Sa jeunesse est une chance. Habile, rapide et fluide, Emmanuel Macron s’est montré tel qu’en lui-même, dénué de toute lassitude. Aura-t-il convaincu de la justesse de sa réforme ?
Plusieurs paramètres seront pris en compte par les instituts de sondage à propos du projet de retraites. Mais d’ores et déjà se perçoit, plus qu’une déception, plus que de la colère ou de l’enthousiasme, une certaine forme d’incrédulité, comme si le Président laissait nos concitoyens dubitatifs. L’historien Loris Chavanette en explique les raisons.
« Bien souvent, les commentateurs associent les qualificatifs « jupitériens » et « monarchiques » de manière interchangeable, observe cet expert du discours politique. Or, ce sont deux positions totalement différentes. Les rois n’avaient pas besoin de parler pour s’imposer parce qu’ils incarnaient un pouvoir transmis depuis des siècles, tandis que les Présidents ont le devoir de s’exprimer pour justifier qu’ils disposent bel et bien d’une autorité. Mais le surgissement de leur parole jupitérienne est aujourd’hui mal considéré. La situation des chefs d’Etat se trouve donc intenable : on exige qu’ils parlent et dès qu’ils ouvrent la bouche on leur reproche d’abuser de leur pouvoir. »

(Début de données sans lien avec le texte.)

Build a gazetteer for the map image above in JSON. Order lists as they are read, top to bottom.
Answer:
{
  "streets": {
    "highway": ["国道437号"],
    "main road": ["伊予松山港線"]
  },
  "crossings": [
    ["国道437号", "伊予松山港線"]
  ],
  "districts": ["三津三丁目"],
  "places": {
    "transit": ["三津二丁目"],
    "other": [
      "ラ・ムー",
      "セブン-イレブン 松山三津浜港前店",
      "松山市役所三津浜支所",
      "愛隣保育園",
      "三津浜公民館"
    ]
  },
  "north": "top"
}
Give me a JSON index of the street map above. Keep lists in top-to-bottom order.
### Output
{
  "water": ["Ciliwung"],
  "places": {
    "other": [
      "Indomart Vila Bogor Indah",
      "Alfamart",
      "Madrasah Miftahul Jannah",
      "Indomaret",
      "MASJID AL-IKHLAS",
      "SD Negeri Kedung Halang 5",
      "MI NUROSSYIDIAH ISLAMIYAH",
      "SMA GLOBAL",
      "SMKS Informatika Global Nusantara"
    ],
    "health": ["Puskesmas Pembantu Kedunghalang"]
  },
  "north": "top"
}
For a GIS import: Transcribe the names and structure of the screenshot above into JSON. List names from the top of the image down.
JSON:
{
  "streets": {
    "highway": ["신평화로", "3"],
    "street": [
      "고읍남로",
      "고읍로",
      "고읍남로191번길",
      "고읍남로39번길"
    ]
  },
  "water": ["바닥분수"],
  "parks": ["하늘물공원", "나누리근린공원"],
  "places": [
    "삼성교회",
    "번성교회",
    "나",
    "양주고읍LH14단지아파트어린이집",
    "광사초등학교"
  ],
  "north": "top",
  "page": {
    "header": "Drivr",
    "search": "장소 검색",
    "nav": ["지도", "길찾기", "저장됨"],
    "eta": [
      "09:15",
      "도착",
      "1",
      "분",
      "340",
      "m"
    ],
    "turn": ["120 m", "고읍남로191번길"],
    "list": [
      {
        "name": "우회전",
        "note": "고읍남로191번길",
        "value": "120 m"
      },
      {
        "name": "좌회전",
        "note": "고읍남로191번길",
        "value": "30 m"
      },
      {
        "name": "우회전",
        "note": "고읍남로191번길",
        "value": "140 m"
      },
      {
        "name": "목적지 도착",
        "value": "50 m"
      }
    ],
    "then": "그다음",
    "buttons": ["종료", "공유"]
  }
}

Le général de Gaulle usait d’une culture des plus classiques, on pourrait même dire antique. « Il a le souci d’être compris de tous, mais aussi d’élever ses interlocuteurs et ceux qui l’écoutent, à la compréhension des situations et à la hauteur des enjeux, soulignait le philosophe Alain Larcan dans son ouvrage « De Gaulle Inventaire » (Bartillat, 980 p. 28 €). Sa parfaite maîtrise de langue lui donne l’aisance naturelle (firma facilitas) même si elle nécessite beaucoup de travail. » On ressasse que cette tradition s’est perdue. Pas si sûr. Oh, bien entendu, Nicolas Sarkozy et François Hollande ont, chacun suivant son style, démontré le peu de cas qu’ils faisaient de la rhétorique et de la littérature pour s’adresser aux Français. Mais l’actuel chef de l’Etat possède une profondeur intellectuelle que nul ne peut lui contester. Très littéraire, il parle un très bon français. D’où vient, dès lors, l’impression qu’il n’en use qu’avec modération, voire avec maladresse ?
« Comme je l’ai dit, l’incarnation verticale du pouvoir est aujourd’hui perçue comme un manque d’humilité, note Loris Chavanette. Le président, conscient de ce danger, se met en scène par des gestes ostensiblement démocratiques, des poses triviales. On l’a vu, mercredi, se taper la tête avec les mains pour signifier que les gens sont fous. Cette recherche d’un équilibre est chez lui permanente. Elle reflète son tempérament. »
Depuis longtemps nos concitoyens sentent qu’Emmanuel Macron, charmeur plus encore que séducteur, aime avant tout être aimé. On dira qu’il n’y a là rien d’anormal ou d’inhumain. Sauf qu’en période de crise aiguë, cela peut jouer des tours pendables.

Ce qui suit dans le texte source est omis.